A bit of research and common knowledge has led me to understand that Arepas are rooted deep in the cultures of two neighboring countries, Colombia and Venezuela. Leaving recent political rivalries aside, we put these two countries to the test in a Battle of the Arepas.
Since Venezuela is credited for pioneering the Arepa movement in the US, we decided to take a trip to Brooklyn's Caracas Arepa Bar (718.218.6050/ 291 Grand St. b/w Havemeyer St. and Roebling St.). Located in the heart of gentrified Williamsburg, the ambiance of Arepa Bar is very hipster-trendy, using recycled and raw building materials as decorations. Their outdoor seating and open windows create the perfect springtime atmosphere. We arrived at the perfect time, exactly half an hour before people were waiting in line to be seated and the employees, who had been chatting with us about the place, began racing back and forth shouting orders in the already fast-paced Venezuelan dialect.
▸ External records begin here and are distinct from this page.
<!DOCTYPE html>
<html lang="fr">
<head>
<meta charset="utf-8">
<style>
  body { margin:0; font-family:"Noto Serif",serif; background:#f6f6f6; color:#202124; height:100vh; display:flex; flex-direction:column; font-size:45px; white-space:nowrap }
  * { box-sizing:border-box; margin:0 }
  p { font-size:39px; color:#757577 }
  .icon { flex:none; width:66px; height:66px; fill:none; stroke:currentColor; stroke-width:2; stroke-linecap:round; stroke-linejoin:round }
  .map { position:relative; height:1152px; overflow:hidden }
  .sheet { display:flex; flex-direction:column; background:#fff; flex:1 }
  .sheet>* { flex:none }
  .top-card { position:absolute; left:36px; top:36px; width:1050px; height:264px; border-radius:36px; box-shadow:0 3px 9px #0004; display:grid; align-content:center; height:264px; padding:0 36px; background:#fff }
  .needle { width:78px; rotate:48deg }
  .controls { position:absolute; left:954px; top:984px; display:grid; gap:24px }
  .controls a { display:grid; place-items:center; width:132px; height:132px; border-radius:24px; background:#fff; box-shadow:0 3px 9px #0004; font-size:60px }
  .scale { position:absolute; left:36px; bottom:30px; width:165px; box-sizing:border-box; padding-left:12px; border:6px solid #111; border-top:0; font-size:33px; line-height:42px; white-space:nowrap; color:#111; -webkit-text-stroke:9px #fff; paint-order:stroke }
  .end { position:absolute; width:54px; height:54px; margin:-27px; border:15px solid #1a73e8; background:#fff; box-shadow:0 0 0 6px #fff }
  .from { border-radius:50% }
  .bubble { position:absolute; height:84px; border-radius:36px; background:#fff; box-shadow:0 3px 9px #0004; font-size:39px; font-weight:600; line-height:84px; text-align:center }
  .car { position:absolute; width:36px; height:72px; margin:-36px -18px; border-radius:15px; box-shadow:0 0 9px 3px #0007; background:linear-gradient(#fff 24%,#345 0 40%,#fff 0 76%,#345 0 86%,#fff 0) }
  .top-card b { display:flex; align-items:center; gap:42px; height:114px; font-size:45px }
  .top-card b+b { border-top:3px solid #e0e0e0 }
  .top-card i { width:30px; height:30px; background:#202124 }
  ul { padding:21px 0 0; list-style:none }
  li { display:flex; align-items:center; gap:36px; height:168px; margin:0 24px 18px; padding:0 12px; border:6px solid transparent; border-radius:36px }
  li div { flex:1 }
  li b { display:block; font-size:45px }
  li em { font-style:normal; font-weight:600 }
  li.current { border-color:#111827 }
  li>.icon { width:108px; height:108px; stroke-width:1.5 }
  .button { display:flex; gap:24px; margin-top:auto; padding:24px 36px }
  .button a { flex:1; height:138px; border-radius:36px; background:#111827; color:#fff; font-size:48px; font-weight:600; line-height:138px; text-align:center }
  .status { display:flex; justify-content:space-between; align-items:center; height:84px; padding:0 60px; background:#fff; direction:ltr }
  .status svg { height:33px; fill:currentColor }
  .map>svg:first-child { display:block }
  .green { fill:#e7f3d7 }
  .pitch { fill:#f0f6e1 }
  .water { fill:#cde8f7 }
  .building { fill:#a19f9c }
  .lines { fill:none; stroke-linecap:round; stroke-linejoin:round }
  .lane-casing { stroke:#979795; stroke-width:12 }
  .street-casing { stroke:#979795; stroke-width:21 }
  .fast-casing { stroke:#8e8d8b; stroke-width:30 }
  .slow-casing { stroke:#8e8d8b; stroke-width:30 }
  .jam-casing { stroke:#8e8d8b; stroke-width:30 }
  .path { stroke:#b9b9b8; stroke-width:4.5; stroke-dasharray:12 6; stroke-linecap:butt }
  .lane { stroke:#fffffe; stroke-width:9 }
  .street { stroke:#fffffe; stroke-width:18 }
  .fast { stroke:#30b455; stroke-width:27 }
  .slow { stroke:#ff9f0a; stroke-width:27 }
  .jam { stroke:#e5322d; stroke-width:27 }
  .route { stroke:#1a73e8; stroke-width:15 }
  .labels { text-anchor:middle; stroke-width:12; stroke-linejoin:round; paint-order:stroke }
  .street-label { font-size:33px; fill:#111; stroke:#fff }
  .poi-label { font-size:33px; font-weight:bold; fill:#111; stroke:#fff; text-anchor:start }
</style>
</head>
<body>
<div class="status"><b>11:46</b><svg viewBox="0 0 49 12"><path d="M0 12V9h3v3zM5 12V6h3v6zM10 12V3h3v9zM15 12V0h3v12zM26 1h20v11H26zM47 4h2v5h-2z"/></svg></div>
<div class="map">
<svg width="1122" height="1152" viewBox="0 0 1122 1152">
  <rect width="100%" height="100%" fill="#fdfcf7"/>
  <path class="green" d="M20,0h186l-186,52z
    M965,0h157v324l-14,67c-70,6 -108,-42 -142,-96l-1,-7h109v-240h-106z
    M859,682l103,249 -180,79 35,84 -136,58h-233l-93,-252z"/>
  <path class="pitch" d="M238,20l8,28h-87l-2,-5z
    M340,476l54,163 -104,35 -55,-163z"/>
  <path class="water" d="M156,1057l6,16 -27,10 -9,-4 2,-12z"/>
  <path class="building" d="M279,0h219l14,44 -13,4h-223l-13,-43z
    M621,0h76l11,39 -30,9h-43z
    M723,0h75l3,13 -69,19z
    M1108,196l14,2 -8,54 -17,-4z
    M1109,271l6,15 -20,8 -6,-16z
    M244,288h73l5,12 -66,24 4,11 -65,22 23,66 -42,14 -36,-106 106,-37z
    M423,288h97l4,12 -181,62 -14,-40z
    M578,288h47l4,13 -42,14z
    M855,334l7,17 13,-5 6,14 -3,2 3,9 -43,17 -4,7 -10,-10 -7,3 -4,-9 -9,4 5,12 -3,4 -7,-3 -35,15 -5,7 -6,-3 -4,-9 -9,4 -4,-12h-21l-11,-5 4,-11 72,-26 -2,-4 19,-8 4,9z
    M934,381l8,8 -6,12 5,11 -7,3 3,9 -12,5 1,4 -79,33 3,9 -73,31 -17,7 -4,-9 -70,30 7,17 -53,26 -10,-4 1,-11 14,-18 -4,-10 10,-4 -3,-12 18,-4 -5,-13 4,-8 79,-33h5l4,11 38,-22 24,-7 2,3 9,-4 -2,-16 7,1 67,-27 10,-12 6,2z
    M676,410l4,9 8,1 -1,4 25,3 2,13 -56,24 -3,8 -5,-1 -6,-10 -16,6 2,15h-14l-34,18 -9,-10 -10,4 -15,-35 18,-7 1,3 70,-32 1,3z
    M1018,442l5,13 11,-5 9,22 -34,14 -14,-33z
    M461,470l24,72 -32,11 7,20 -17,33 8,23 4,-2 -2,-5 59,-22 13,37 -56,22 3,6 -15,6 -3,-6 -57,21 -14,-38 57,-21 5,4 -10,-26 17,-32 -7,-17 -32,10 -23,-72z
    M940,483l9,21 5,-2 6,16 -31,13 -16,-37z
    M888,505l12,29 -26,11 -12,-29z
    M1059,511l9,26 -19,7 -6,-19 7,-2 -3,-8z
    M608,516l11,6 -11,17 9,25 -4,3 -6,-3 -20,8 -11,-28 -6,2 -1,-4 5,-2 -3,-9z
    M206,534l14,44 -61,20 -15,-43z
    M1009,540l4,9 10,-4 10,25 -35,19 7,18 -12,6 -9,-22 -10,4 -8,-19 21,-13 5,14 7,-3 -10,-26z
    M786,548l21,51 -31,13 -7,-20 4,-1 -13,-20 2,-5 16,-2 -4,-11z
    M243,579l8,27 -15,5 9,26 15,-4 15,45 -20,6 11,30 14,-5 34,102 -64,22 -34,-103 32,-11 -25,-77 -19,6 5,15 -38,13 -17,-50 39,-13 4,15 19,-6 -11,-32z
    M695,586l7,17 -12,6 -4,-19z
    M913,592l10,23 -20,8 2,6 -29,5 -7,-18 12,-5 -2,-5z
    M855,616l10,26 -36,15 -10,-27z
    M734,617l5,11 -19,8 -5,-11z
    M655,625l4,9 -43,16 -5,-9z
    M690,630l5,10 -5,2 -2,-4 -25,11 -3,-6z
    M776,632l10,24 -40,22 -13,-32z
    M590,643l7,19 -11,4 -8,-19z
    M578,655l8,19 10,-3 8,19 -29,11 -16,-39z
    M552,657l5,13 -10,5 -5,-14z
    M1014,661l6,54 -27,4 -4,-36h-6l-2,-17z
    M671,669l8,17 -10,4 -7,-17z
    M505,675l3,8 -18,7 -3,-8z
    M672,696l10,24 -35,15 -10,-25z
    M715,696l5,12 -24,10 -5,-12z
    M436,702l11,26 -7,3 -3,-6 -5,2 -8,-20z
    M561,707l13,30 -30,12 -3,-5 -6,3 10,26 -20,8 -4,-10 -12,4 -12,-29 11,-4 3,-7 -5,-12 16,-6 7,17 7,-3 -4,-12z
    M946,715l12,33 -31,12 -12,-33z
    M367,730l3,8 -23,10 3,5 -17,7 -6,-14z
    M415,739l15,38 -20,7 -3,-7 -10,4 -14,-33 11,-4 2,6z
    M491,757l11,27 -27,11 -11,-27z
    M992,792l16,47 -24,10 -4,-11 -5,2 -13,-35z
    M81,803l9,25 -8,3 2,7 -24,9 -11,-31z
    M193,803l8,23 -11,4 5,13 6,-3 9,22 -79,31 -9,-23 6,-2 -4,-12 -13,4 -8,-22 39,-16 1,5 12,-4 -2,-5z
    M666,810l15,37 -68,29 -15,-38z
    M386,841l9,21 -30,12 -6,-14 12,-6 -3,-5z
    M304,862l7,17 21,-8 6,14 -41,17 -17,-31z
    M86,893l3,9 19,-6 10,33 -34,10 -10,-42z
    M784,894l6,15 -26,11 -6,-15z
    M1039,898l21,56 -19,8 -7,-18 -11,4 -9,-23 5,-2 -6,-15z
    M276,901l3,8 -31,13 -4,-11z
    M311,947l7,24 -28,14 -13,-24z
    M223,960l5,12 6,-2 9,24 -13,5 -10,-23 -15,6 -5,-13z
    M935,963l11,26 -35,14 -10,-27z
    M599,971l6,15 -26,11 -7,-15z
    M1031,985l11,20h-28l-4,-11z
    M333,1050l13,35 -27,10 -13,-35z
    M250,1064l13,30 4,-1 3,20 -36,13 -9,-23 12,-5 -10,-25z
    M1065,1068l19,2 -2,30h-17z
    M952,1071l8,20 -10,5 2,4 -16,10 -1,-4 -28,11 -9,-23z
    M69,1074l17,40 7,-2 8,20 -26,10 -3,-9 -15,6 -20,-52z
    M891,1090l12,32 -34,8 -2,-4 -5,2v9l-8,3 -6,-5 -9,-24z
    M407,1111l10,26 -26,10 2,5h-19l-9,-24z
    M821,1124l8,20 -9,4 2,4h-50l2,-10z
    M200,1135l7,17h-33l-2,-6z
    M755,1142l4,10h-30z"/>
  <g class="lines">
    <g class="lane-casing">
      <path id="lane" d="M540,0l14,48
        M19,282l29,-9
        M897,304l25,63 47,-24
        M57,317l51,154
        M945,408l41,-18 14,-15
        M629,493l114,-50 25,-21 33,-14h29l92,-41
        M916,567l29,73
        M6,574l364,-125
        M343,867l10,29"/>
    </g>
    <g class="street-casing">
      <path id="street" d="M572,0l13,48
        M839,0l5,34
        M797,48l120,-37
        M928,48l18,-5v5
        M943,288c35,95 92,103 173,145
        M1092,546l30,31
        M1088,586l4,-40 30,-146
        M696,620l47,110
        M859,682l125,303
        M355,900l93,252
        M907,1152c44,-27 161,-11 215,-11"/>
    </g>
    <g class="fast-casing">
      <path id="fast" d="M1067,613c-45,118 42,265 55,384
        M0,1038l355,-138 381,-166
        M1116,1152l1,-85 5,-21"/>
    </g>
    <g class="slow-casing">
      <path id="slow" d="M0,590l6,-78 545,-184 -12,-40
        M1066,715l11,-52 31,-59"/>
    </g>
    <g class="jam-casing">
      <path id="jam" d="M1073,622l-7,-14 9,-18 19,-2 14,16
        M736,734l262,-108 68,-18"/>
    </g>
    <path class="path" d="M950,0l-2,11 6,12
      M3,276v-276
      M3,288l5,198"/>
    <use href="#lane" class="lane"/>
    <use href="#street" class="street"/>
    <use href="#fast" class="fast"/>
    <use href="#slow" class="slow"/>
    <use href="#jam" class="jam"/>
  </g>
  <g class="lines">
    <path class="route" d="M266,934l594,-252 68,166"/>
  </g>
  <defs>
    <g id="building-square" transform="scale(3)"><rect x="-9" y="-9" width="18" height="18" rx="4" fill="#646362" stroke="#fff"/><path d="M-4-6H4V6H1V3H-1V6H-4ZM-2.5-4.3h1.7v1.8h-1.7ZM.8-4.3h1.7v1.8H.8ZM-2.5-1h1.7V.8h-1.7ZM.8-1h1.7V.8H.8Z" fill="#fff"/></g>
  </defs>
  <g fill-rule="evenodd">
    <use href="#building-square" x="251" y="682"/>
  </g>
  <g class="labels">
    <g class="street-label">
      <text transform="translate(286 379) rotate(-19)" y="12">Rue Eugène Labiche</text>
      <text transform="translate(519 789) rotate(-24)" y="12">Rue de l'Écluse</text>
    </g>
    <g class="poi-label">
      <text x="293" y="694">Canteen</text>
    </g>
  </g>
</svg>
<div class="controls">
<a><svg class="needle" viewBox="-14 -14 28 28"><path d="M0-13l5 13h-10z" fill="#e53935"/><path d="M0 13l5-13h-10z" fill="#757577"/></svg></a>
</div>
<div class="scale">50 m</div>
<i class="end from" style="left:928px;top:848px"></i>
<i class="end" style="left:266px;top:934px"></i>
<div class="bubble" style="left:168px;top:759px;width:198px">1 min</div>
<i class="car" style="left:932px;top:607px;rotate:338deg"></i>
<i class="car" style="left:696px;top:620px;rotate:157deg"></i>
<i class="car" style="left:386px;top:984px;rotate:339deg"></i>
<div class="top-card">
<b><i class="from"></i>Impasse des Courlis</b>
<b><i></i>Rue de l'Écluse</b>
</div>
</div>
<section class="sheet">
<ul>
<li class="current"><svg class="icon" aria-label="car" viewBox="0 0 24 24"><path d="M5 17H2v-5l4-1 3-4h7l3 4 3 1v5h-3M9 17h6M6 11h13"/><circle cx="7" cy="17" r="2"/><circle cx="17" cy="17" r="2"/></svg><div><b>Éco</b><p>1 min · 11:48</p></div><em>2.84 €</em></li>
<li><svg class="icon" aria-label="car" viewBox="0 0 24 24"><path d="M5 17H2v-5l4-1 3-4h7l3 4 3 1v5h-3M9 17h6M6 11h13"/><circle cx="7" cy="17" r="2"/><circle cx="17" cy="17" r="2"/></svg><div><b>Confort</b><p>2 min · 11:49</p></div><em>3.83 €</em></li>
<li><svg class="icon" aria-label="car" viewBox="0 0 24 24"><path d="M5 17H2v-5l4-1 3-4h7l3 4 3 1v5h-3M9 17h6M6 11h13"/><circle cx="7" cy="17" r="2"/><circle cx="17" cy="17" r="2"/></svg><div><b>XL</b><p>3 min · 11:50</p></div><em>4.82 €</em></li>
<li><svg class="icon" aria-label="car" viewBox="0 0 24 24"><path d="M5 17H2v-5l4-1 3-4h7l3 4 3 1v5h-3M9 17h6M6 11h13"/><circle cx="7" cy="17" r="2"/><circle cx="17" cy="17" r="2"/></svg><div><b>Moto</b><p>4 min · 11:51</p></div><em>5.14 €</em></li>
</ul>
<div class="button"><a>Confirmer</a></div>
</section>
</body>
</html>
To accompany the arepas, Venezuelans have created one of the most refreshing non-alcoholic drinks i've tasted, papelón. It's simply made of sugar loaf or panela (compressed sugar cane extract), water and lime. I would call it upgraded limeade! The papelón below was almost empty when I took the picture not only because of how refreshing it was but because it was Jaquie's drink. Her mutant ability is to absorb liquid very fast (Tribute to the X-Men craze).
Split open like pitas and stuffed with a large variation of ingredients, the Venezuelan masa (dough) is a bit greasier than its Colombian counterpart. From what I understand, it's also consumed more commonly as a nighttime food in Venezuela whereas Colombians consume arepas mainly during breakfast.
Before I get into what we ate, I have to admit that I have a weakness. If I see chorizo on a menu, any dish containing this spicy Spanish sausage becomes my number one choice. I think Jaquie has the same weakness because we ordered the only two arepas that had chorizo. The first was called Los Muchachos (The kids), which was stuffed with grilled chorizo, spicy crisped white cheese, jalapeños and green peppers. I was expecting a little more spice and it was a bit too greasy, but that's what you get if the main ingredient is chorizo. Overall very tasty and the crispy cheese added a crunch that went well with the arepa.
The second arepa was la Sureña (The Southerner). A chorizo and chicken stuffed delicacy with avocados and, as the menu describes, the always enigmatic spicy chimichurri sauce. (See Don't try to Eat Argentinaaa post for a link to an amazing chimichurri recipe). This arepa was also quite tasty but again greasy and had way too much going on at once. “Venezuela, you make a great arepa and you sure do know how to market it in the urban scene.”
Now let me introduce the competitor, the Colombian Arepa, which eaten alone is probably less enjoyable than regular white bread or a plain pita. Zero salt or oil is added creating a bland taste. It’s really all about the toppings, the crunchy exterior and the soft inner texture. Colombians traditionally place their toppings on top of the arepa, though the stuffed arepa is beginning to surface more and more as it crosses the barrier of homemade breakfast to a nighttime street food.
Arepas Pues Mixtas (83-15 37th ave/ phone # does not work) is owned by a middle-aged Colombian couple that began their venture by selling arepas in Flushing Meadows Park. The chatty lady reminded me of one of my aunts because of her comforting nature. While she mentioned that they haven’t had much success with advertising, it looks like word of mouth seems to be working just fine for them because a few minutes after we arrived, the very small eatery was jam-packed with Colombian arepa lovers even after their closing time.
The place has no menu and only two choices: Arepa mixta or arepa with butter and cheese. The new aged, non-traditional arepa mixta has all the main proteins stuffed in one arepa. It starts with my absolute favorite tasting thing in the world, chicharron (pork rinds). Think not of the stuff you get in the bag but instead bacon on steroids. Next is a layer of chicken followed by shredded beef, which Jaquie enjoyed much more than I did. She described it as tender and juicy. I was too busy trying to dig up the chicharron. Lastly, it's topped with shrimp in salsa golf (ketchup and mayo) which is used on practically all Colombian street foods.
We then had a more traditional butter and cheese arepa, which I thought would come served with the butter and cheese on top instead of inside, but I guess Arepas Pues Mixtas is sticking to their modern ways.
After much deliberation, Jaquie and I concluded that even though Venezuelan arepas are well worth the buzz and several trips to Brooklyn, Colombia comes out on top. The simplicity of the traditional butter and cheese arepa is so satisfying that it becomes a staple food you will constantly crave and go out of the way to prepare again and again. The new-age arepa mixta has three things that destroy its Venezuelan rival:
2. A lighter, healthier, crunchy on the outside and moist on the inside arepa
3. Salsa Golf
Need I say more?
You can do it yourself!! I've included a picture of a supermarket bought arepa which I toasted, buttered up and placed Colombian cheese and two eggs on top. This is the Colombian breakfast of champions.